Extracted entries START
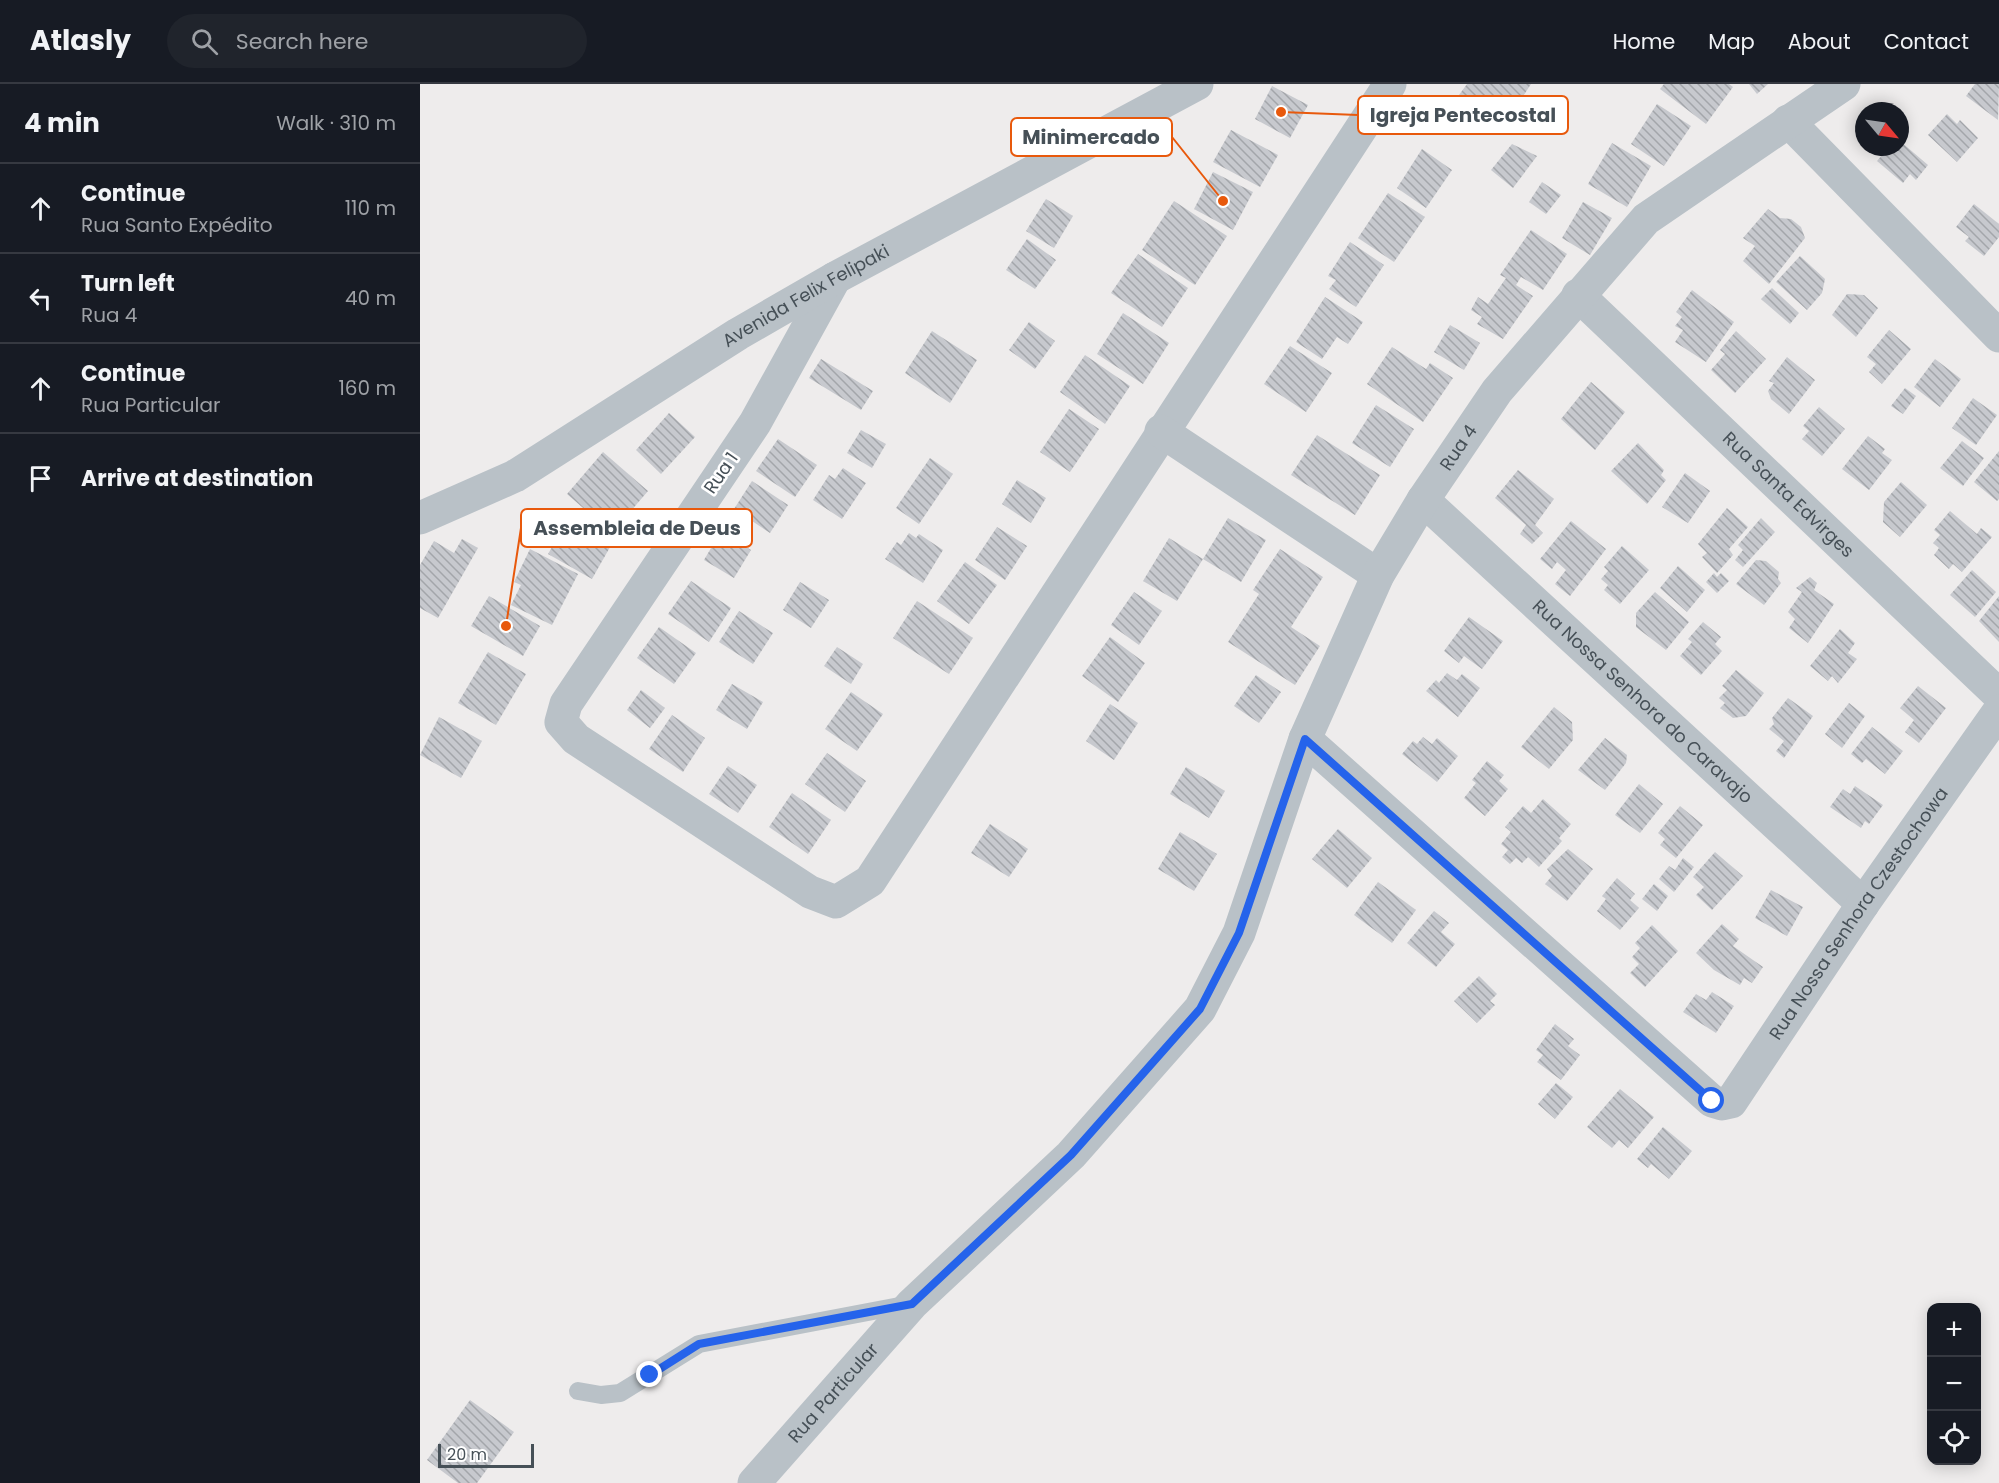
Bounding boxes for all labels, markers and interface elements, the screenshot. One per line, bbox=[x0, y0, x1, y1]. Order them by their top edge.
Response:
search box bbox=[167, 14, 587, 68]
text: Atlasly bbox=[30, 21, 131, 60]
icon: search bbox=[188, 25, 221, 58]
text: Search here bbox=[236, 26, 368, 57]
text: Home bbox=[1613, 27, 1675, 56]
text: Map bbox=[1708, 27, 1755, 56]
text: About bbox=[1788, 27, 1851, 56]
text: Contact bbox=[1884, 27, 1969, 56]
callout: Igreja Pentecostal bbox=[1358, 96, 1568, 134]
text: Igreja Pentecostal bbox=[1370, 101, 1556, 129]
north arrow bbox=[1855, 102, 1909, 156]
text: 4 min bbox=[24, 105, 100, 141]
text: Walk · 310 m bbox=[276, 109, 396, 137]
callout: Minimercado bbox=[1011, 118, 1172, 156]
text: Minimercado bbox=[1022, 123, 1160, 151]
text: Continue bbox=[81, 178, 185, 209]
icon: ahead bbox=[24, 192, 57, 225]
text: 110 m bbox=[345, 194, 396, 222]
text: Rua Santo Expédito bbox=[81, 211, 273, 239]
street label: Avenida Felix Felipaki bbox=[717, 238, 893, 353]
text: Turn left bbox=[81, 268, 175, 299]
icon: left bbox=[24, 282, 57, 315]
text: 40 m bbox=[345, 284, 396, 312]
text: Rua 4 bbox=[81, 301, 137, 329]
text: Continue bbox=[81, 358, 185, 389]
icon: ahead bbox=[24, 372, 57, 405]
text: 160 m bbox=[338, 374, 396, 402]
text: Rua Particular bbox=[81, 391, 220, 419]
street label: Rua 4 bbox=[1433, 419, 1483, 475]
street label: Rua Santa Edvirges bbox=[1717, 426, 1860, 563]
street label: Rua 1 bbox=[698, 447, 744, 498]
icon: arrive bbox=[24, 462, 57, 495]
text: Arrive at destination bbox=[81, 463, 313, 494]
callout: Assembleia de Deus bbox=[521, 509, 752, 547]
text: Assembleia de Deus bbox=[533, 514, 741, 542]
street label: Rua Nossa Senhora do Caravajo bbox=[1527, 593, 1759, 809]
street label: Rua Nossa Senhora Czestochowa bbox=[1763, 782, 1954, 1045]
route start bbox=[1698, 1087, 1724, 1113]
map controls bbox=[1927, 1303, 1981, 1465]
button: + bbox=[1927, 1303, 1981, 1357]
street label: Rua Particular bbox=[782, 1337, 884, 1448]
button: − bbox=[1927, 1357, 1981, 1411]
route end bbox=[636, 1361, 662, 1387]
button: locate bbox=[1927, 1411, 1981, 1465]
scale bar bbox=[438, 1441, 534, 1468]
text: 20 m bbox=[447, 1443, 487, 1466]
Extracted entries END
With the string "Continue" as the key, filter the data above and show the lines that match.

• _Exercise result_:
text: Continue bbox=[81, 178, 185, 209]
text: Continue bbox=[81, 358, 185, 389]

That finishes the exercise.